## About this exercise:
No pictures go into the output, which should consist only of the lines from the first line of the data through the line with "0 2px,transparent 0", copied exactly.

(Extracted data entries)
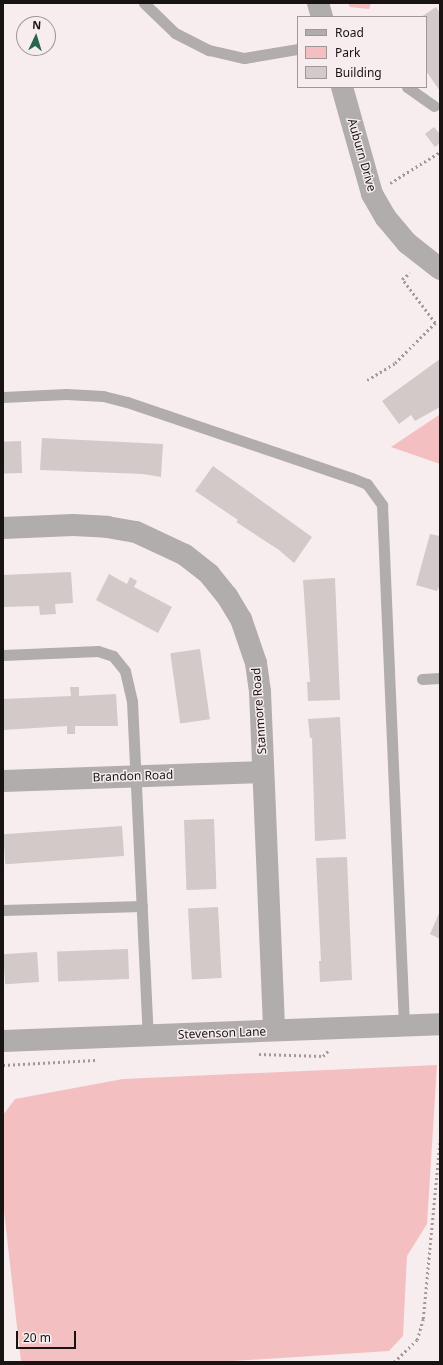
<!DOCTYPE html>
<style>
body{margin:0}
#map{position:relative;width:443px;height:1365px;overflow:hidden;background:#f7edee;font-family:"Noto Sans",sans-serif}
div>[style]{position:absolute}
.green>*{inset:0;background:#f4bfc1}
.building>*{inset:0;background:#d2c9c9;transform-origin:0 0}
.path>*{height:2.5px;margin-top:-1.25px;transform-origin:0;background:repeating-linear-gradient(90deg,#a09899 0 2px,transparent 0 5px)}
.service>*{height:11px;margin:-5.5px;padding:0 5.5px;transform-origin:5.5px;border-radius:5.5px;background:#b1adad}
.minor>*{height:22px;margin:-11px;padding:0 11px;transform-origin:11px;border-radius:11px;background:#b1adad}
.tertiary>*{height:22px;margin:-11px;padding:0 11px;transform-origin:11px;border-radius:11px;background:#b1adad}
span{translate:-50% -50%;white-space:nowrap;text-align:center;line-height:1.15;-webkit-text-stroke:3px #f7edee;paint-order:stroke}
.street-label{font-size:12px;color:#181414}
.frame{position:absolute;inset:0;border:4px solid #181414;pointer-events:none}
.legend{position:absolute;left:297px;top:16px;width:130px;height:72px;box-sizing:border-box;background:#f7edee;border:1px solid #9e9697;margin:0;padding:5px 7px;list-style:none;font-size:12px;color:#181414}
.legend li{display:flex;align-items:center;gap:8px;height:20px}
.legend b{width:20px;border:1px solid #9e9697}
.north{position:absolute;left:16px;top:16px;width:40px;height:40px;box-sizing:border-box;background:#f7edee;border:1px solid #9e9697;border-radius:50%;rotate:4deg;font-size:11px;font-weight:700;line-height:16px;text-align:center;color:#181414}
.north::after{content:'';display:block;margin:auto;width:14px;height:18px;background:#29644f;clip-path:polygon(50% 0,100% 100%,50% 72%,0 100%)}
.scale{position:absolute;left:16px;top:1331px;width:60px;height:18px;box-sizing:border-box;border:2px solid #181414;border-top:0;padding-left:5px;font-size:12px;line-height:14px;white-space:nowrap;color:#181414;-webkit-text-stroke:3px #f7edee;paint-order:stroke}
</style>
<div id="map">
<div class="green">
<i style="clip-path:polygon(348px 3px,371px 3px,369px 9px,350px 7px)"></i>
<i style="clip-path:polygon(439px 415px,440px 464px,391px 447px)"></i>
<i style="clip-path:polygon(437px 1065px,427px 1224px,407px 1256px,403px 1336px,389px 1351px,217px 1362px,21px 1362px,3px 1202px,3px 1115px,15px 1099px,123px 1079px)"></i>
</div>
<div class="building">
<i style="clip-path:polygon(436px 7px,440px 13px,440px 91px,426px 71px,426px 17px,421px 17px)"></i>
<i style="clip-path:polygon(434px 127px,440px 134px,440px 143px,435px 147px,425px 134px)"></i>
<i style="clip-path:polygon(440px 359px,440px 407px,415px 421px,411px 415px,399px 424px,382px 401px)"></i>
<i style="clip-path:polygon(42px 438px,163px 444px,161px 477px,143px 474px,40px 470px)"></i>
<i style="left:21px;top:441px;width:32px;height:18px;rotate:88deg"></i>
<i style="clip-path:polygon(213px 466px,312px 537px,294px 563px,279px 550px,236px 522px,238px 520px,195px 491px)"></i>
<i style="clip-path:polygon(430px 534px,440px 536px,440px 585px,437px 591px,416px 585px)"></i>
<i style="clip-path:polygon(71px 572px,73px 603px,55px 604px,56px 614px,40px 615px,39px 606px,3px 607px,3px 575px)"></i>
<i style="clip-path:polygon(109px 574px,127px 584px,130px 577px,137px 581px,134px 587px,172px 607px,158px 633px,96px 600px)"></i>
<i style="clip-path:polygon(335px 578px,340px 700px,308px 701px,307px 682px,310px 682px,303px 580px)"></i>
<i style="left:200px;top:649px;width:71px;height:30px;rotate:82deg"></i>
<i style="clip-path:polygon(70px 687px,79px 687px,79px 696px,116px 694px,118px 726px,75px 726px,75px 734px,67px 734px,67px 726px,3px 730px,3px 699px,71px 696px)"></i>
<i style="clip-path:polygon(340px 717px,346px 839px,315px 841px,312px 738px,310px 738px,308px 719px)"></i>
<i style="left:214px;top:819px;width:70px;height:30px;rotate:88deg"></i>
<i style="left:122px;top:826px;width:30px;height:119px;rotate:86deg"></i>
<i style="clip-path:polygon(347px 857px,352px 980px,320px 982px,319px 961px,321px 961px,316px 858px)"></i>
<i style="left:218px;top:907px;width:71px;height:30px;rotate:87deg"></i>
<i style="clip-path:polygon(440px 911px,440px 939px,430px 934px)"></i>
<i style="left:128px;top:949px;width:30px;height:71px;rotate:88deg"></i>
<i style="left:37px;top:952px;width:30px;height:34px;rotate:86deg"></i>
</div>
<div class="path">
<i style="left:390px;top:183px;width:59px;rotate:-31.8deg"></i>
<i style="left:367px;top:380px;width:33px;rotate:-31deg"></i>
<i style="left:395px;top:363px;width:57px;rotate:-45deg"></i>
<i style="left:435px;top:323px;width:55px;rotate:-126.9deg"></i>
<i style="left:402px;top:279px;width:10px;rotate:-37deg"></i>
<i style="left:259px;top:1054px;width:64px;rotate:1.8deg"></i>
<i style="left:323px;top:1056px;width:7px;rotate:-45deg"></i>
<i style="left:3px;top:1065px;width:93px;rotate:-3.1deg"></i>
<i style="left:394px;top:1362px;width:32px;rotate:-44deg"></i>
<i style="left:417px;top:1340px;width:22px;rotate:-74deg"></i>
<i style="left:423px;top:1319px;width:181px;rotate:-84.6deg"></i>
</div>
<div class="service">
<i style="left:144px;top:3px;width:43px;rotate:44.1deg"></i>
<i style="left:175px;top:33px;width:38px;rotate:27deg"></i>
<i style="left:209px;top:50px;width:36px;rotate:13deg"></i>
<i style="left:244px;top:58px;width:55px;rotate:-9.5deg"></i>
<i style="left:407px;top:87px;width:33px;rotate:35deg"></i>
<i style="left:3px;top:397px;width:63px;rotate:-2.7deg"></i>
<i style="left:66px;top:394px;width:37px;rotate:3deg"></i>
<i style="left:103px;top:396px;width:25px;rotate:14deg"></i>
<i style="left:127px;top:402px;width:237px;rotate:18.7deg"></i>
<i style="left:352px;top:478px;width:16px;rotate:22deg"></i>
<i style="left:367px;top:484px;width:26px;rotate:54deg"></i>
<i style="left:382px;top:505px;width:520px;rotate:87.58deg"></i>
<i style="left:3px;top:655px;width:95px;rotate:-2.4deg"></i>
<i style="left:98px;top:651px;width:16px;rotate:18deg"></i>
<i style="left:113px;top:656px;width:19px;rotate:51deg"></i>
<i style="left:125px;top:671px;width:31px;rotate:77deg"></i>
<i style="left:132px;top:701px;width:335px;rotate:87.3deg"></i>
<i style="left:422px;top:679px;width:18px;rotate:-3deg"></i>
<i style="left:3px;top:910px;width:139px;rotate:-1.6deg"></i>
</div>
<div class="minor">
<i style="left:318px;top:3px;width:15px;rotate:74deg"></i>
<i style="left:342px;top:87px;width:111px;rotate:74.3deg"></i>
<i style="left:372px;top:194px;width:28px;rotate:60deg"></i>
<i style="left:386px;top:218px;width:33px;rotate:50deg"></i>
<i style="left:407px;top:243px;width:42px;rotate:38.2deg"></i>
<i style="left:3px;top:528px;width:70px;rotate:-2.5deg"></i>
<i style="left:73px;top:525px;width:34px;rotate:3deg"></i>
<i style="left:107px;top:527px;width:29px;rotate:10deg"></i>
<i style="left:136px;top:532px;width:54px;rotate:25.1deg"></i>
<i style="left:185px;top:555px;width:31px;rotate:38deg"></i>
<i style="left:209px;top:574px;width:28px;rotate:51deg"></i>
<i style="left:227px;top:596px;width:27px;rotate:59deg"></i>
<i style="left:241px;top:619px;width:46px;rotate:71.2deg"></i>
<i style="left:256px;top:663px;width:29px;rotate:82deg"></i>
<i style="left:260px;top:692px;width:338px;rotate:87.6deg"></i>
<i style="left:3px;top:781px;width:260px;rotate:-2deg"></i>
</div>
<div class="tertiary">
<i style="left:3px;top:1041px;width:437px;rotate:-2.2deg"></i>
</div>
<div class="street-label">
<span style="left:362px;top:155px;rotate:74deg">Auburn Drive</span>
<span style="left:259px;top:711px;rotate:-94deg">Stanmore Road</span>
<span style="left:133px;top:776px;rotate:-2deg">Brandon Road</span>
<span style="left:222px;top:1033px;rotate:-2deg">Stevenson Lane</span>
</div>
<div class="frame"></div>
<ul class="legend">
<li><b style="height:5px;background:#b1adad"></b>Road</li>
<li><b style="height:11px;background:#f4bfc1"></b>Park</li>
<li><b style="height:11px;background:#d2c9c9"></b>Building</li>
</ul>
<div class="north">N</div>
<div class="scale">20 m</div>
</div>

## Output below:
<!DOCTYPE html>
<style>
body{margin:0}
#map{position:relative;width:443px;height:1365px;overflow:hidden;background:#f7edee;font-family:"Noto Sans",sans-serif}
div>[style]{position:absolute}
.green>*{inset:0;background:#f4bfc1}
.building>*{inset:0;background:#d2c9c9;transform-origin:0 0}
.path>*{height:2.5px;margin-top:-1.25px;transform-origin:0;background:repeating-linear-gradient(90deg,#a09899 0 2px,transparent 0 5px)}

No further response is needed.